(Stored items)
Content starts
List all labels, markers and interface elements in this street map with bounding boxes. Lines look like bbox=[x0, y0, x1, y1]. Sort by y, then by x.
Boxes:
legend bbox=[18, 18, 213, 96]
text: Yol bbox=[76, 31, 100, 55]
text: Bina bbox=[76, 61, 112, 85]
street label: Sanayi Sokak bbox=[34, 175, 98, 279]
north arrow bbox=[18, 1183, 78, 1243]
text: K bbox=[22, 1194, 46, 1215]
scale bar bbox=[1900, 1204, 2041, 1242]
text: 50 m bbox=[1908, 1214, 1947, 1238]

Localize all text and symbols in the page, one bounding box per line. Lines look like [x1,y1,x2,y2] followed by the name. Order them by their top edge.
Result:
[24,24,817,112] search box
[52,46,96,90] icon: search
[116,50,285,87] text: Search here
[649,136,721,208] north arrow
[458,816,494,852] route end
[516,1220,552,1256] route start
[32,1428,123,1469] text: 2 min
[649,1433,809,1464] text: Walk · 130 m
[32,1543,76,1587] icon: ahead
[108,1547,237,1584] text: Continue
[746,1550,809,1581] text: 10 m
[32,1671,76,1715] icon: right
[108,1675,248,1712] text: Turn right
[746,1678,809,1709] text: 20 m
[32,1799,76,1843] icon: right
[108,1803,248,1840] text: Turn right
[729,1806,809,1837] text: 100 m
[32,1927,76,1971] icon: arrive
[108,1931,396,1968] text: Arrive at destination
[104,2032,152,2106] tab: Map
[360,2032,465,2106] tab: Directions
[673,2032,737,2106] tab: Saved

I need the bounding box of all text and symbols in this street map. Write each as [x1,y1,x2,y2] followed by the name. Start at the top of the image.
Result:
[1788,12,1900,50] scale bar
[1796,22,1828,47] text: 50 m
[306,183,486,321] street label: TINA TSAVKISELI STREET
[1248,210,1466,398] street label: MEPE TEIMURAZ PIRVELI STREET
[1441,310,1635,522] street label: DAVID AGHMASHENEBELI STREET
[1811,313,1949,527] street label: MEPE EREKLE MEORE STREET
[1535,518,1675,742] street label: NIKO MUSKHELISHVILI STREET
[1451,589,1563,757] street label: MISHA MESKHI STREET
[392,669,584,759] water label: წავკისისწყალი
Content ends
**ASSIGNMENT:** The answer must be all the lines above that hold the word "followed".

**TASK ANSWER:**
Localize all text and symbols in the page, one bounding box per line. Lines look like [x1,y1,x2,y2] followed by the name. Order them by their top edge.
I need the bounding box of all text and symbols in this street map. Write each as [x1,y1,x2,y2] followed by the name. Start at the top of the image.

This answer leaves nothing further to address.